▶ _Task_: Write out once more the lines running from the top of the entries below to the line with "display:flex; align-items:center; gap:10px;", both ends included.

Stored data entries:
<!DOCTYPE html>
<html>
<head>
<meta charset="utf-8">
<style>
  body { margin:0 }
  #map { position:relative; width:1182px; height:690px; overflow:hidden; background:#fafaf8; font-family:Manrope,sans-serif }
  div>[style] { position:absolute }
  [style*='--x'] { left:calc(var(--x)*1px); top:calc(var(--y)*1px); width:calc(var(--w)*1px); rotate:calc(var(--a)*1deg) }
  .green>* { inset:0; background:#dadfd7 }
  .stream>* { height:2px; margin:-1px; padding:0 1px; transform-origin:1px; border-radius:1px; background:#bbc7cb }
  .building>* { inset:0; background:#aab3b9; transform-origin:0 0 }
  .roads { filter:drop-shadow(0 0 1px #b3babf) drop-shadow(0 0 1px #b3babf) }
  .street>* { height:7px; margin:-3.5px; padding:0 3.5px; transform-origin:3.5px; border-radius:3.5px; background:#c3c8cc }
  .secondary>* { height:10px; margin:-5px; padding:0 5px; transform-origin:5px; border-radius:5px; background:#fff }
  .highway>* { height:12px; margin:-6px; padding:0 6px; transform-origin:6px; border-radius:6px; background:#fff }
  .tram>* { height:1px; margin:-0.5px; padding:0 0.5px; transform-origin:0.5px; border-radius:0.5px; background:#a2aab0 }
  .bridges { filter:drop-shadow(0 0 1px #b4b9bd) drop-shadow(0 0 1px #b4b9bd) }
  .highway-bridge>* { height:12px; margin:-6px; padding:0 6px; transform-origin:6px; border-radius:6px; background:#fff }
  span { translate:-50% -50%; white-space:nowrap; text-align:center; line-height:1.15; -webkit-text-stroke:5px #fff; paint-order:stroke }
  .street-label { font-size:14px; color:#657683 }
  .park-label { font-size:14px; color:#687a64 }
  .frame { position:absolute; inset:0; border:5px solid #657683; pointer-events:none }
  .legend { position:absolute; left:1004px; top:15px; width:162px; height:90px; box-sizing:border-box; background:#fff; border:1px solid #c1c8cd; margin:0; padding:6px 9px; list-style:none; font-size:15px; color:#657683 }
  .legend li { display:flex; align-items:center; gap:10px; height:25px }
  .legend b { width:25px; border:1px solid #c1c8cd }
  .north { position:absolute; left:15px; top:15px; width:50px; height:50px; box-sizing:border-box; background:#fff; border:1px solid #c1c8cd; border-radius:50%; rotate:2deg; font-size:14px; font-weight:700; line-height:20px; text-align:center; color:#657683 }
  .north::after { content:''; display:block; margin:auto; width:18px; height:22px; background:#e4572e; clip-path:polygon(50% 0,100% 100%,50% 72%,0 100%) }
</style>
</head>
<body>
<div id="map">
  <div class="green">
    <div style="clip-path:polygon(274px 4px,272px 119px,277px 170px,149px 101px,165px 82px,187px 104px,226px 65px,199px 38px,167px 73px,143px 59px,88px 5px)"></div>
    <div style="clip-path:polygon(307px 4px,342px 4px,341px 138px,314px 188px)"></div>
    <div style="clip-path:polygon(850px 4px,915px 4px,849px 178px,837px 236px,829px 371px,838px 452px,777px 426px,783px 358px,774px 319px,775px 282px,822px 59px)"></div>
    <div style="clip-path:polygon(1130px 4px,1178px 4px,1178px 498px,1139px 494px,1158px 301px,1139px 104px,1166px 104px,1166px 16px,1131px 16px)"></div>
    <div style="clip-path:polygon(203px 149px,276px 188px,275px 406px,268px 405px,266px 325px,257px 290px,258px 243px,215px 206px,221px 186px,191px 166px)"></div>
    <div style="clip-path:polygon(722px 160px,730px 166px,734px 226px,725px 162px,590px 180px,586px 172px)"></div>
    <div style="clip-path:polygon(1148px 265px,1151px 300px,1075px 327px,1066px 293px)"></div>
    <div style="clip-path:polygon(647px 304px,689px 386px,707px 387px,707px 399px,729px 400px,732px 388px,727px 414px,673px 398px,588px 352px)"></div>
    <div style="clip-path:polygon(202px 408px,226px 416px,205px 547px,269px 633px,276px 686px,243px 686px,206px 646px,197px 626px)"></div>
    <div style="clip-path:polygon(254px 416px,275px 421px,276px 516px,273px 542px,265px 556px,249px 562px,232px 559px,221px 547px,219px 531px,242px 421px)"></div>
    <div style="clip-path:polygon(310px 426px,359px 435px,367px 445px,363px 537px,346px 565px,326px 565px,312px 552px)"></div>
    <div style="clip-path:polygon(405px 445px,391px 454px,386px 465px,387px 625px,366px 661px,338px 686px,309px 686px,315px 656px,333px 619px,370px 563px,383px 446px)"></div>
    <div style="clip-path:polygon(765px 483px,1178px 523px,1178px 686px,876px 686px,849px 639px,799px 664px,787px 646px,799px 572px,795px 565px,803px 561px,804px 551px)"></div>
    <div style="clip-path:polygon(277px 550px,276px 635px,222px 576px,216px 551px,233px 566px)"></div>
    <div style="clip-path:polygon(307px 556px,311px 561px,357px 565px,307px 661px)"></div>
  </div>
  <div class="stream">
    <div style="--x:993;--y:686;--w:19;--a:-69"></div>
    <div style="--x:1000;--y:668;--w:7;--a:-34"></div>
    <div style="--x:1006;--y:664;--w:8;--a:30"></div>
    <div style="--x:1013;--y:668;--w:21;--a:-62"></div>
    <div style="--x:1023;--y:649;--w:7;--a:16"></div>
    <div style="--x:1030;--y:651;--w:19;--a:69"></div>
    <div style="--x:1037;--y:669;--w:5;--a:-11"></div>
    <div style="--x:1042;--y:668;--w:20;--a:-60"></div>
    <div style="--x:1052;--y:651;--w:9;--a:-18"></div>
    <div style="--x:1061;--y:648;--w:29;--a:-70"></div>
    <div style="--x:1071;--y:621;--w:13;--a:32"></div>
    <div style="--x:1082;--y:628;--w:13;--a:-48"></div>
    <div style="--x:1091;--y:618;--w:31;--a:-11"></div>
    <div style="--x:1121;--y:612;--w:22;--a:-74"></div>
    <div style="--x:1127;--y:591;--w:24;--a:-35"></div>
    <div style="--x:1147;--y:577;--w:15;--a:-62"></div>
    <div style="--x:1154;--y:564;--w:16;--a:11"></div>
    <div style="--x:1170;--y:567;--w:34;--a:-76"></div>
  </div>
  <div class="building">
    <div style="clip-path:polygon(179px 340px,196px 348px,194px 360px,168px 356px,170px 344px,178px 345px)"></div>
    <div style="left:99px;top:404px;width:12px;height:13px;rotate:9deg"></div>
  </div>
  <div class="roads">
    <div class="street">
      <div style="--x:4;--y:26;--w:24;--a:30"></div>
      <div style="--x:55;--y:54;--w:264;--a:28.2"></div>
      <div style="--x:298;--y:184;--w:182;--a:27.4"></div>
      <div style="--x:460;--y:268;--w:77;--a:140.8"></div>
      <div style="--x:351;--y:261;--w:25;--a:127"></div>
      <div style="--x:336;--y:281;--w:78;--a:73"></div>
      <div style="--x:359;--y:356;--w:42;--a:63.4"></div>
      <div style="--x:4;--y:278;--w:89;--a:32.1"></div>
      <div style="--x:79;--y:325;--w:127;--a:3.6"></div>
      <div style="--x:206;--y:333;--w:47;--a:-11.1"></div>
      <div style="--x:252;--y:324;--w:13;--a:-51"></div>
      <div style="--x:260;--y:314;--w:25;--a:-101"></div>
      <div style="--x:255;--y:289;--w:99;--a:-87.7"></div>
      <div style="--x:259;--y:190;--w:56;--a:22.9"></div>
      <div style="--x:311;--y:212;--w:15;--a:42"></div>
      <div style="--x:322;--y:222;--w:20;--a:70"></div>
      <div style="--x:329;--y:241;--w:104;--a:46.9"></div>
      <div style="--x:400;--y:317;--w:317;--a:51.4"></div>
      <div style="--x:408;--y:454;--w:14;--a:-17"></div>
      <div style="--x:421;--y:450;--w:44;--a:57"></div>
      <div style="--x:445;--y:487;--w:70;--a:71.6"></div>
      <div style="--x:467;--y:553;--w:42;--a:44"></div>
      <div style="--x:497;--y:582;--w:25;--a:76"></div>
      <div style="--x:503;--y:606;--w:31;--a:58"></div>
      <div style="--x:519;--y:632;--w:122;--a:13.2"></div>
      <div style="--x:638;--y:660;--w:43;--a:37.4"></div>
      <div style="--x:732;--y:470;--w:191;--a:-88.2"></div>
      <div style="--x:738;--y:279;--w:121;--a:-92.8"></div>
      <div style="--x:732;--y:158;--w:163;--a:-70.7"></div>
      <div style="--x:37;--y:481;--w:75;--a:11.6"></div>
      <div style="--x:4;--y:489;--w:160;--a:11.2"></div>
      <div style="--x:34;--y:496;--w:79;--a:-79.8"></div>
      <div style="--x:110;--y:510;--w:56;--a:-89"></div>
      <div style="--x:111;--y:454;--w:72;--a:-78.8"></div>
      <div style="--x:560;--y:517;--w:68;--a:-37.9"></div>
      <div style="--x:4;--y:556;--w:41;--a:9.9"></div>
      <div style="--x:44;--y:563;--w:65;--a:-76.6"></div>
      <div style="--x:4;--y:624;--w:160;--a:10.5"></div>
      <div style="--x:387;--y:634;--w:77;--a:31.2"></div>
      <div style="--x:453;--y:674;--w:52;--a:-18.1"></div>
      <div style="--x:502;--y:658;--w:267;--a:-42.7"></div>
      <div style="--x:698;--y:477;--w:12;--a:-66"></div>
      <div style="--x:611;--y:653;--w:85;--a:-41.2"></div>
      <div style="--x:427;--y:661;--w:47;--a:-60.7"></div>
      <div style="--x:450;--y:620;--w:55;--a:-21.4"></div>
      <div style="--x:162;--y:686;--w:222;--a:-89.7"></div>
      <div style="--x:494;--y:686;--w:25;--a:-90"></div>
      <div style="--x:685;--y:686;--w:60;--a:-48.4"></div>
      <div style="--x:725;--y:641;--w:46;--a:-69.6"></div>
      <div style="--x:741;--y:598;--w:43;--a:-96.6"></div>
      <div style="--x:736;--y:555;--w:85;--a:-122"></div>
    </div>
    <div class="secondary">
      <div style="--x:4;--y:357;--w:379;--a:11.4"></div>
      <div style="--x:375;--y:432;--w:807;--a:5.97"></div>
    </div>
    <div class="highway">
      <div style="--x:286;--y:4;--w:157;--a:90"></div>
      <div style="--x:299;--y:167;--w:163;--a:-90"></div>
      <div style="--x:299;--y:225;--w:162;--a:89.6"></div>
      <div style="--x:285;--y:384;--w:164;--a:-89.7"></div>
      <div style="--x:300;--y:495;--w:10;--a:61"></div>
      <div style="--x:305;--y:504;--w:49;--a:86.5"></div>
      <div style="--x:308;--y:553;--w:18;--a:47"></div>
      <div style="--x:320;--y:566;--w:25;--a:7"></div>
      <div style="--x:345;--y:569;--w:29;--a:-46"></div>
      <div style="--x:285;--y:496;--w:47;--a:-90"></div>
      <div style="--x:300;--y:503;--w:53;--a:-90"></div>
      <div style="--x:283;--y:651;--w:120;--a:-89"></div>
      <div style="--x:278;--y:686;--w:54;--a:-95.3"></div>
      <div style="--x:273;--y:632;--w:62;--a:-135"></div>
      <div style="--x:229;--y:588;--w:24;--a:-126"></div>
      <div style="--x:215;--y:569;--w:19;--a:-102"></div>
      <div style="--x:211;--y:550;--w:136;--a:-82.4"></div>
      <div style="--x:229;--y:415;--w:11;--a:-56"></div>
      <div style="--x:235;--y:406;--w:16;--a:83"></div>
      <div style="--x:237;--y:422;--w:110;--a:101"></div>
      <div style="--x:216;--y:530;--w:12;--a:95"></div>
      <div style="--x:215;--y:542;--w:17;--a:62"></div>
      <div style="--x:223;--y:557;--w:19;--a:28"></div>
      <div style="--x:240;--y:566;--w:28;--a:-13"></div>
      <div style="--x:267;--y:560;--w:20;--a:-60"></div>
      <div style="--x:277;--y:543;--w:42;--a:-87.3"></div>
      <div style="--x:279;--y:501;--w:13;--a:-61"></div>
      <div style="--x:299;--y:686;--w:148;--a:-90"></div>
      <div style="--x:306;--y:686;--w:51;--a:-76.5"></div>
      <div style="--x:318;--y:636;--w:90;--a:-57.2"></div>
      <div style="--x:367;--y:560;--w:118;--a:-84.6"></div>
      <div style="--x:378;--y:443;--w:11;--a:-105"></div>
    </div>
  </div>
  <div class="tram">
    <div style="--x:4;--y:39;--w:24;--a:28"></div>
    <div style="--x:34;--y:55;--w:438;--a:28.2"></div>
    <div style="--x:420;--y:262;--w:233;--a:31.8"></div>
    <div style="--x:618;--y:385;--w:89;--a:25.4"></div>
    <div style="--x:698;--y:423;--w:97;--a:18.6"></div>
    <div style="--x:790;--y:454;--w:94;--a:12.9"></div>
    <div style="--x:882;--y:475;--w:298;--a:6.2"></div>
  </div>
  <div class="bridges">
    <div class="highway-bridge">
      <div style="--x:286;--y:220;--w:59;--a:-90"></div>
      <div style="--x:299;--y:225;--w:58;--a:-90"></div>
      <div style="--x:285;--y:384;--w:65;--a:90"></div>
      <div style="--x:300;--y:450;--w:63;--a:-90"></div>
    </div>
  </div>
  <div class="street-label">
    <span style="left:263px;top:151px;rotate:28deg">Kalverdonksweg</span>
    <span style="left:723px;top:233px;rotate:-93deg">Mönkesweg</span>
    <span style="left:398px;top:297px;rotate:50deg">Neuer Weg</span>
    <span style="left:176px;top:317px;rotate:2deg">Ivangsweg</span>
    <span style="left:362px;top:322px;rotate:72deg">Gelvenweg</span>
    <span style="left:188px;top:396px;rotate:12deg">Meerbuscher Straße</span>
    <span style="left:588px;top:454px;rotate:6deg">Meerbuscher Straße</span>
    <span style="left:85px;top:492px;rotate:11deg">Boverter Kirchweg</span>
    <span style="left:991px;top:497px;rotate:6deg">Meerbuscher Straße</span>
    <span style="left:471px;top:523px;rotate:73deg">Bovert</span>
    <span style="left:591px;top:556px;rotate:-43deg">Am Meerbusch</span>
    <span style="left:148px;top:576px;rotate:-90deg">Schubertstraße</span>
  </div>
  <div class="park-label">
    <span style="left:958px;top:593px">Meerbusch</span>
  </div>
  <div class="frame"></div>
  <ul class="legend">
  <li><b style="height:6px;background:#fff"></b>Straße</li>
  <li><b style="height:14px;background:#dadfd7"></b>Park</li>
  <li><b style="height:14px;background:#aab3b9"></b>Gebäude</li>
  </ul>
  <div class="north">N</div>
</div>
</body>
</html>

▶ _Answer space_:
<!DOCTYPE html>
<html>
<head>
<meta charset="utf-8">
<style>
  body { margin:0 }
  #map { position:relative; width:1182px; height:690px; overflow:hidden; background:#fafaf8; font-family:Manrope,sans-serif }
  div>[style] { position:absolute }
  [style*='--x'] { left:calc(var(--x)*1px); top:calc(var(--y)*1px); width:calc(var(--w)*1px); rotate:calc(var(--a)*1deg) }
  .green>* { inset:0; background:#dadfd7 }
  .stream>* { height:2px; margin:-1px; padding:0 1px; transform-origin:1px; border-radius:1px; background:#bbc7cb }
  .building>* { inset:0; background:#aab3b9; transform-origin:0 0 }
  .roads { filter:drop-shadow(0 0 1px #b3babf) drop-shadow(0 0 1px #b3babf) }
  .street>* { height:7px; margin:-3.5px; padding:0 3.5px; transform-origin:3.5px; border-radius:3.5px; background:#c3c8cc }
  .secondary>* { height:10px; margin:-5px; padding:0 5px; transform-origin:5px; border-radius:5px; background:#fff }
  .highway>* { height:12px; margin:-6px; padding:0 6px; transform-origin:6px; border-radius:6px; background:#fff }
  .tram>* { height:1px; margin:-0.5px; padding:0 0.5px; transform-origin:0.5px; border-radius:0.5px; background:#a2aab0 }
  .bridges { filter:drop-shadow(0 0 1px #b4b9bd) drop-shadow(0 0 1px #b4b9bd) }
  .highway-bridge>* { height:12px; margin:-6px; padding:0 6px; transform-origin:6px; border-radius:6px; background:#fff }
  span { translate:-50% -50%; white-space:nowrap; text-align:center; line-height:1.15; -webkit-text-stroke:5px #fff; paint-order:stroke }
  .street-label { font-size:14px; color:#657683 }
  .park-label { font-size:14px; color:#687a64 }
  .frame { position:absolute; inset:0; border:5px solid #657683; pointer-events:none }
  .legend { position:absolute; left:1004px; top:15px; width:162px; height:90px; box-sizing:border-box; background:#fff; border:1px solid #c1c8cd; margin:0; padding:6px 9px; list-style:none; font-size:15px; color:#657683 }
  .legend li { display:flex; align-items:center; gap:10px; height:25px }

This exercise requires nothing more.